_YOUR ASSIGNMENT_.
What is the number of lines in the listing below that include the string "markers"? Answer with that number alone.

_INFORMATION GIVEN_.

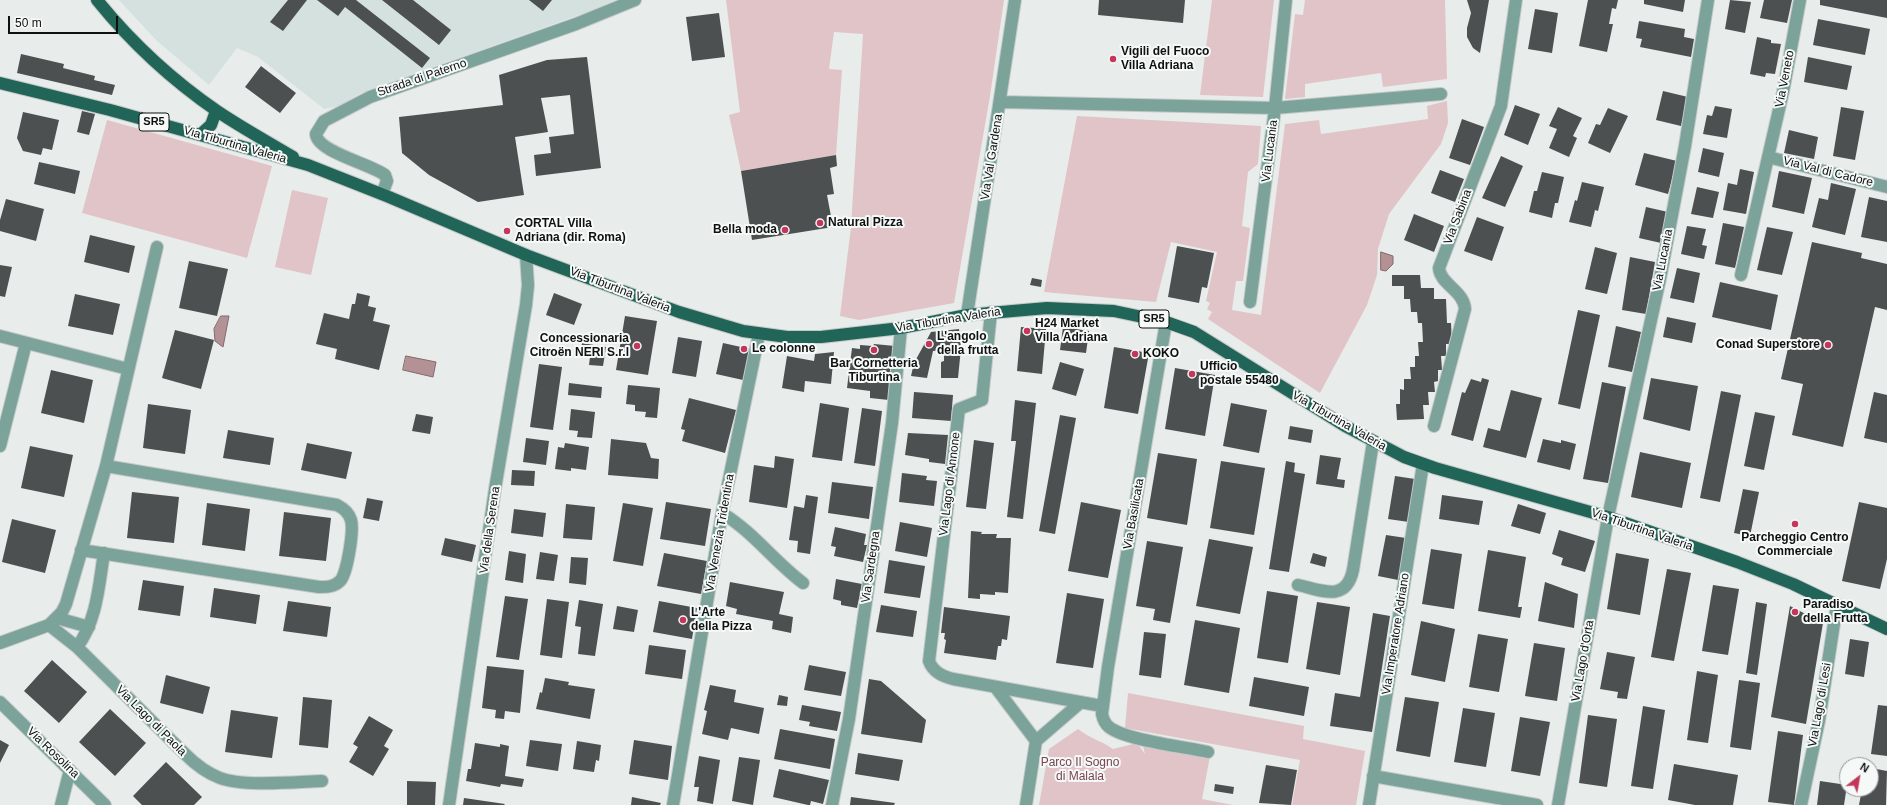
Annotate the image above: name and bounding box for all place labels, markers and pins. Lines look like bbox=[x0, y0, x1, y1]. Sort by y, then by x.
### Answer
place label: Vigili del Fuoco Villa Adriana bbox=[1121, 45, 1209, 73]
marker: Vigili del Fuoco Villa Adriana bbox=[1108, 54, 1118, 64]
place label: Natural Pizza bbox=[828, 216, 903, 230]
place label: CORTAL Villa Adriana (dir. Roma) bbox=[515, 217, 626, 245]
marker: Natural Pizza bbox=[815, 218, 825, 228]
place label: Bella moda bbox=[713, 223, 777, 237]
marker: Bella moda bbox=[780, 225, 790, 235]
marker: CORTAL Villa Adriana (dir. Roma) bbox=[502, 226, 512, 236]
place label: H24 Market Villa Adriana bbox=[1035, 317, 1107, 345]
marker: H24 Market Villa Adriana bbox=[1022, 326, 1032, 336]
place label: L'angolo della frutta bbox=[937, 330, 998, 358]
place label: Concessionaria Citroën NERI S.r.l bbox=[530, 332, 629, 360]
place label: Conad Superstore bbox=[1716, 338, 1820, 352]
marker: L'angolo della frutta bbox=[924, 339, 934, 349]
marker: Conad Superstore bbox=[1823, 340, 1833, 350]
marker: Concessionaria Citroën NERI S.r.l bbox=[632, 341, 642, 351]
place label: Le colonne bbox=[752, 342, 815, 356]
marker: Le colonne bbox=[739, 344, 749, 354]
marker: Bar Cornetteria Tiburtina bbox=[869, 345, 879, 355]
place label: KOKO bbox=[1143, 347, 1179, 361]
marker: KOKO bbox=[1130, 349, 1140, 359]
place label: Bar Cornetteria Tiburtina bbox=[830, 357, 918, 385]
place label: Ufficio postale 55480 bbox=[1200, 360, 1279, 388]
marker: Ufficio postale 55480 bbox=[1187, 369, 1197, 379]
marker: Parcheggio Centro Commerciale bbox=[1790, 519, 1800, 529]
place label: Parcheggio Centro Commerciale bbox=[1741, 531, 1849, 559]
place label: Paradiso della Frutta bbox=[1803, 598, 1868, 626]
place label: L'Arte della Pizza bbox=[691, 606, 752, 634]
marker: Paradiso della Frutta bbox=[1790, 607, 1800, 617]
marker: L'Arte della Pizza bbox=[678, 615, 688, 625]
--
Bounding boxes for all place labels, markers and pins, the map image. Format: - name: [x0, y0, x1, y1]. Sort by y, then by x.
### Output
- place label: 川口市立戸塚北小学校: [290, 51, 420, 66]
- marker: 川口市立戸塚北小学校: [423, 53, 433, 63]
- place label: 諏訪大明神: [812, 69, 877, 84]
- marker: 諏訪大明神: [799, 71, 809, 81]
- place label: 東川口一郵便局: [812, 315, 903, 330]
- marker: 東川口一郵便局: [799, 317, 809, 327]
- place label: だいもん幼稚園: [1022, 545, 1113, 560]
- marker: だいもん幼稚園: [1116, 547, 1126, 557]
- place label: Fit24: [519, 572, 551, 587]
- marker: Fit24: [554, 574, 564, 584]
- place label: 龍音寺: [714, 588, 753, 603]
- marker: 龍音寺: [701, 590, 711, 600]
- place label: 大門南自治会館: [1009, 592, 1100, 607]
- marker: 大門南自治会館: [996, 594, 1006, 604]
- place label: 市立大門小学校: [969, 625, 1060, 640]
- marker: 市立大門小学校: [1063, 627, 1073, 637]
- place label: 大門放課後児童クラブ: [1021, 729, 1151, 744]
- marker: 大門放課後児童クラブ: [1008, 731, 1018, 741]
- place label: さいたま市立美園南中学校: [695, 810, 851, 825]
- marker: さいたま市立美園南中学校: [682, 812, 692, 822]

_RESPONSE BELOW_.
2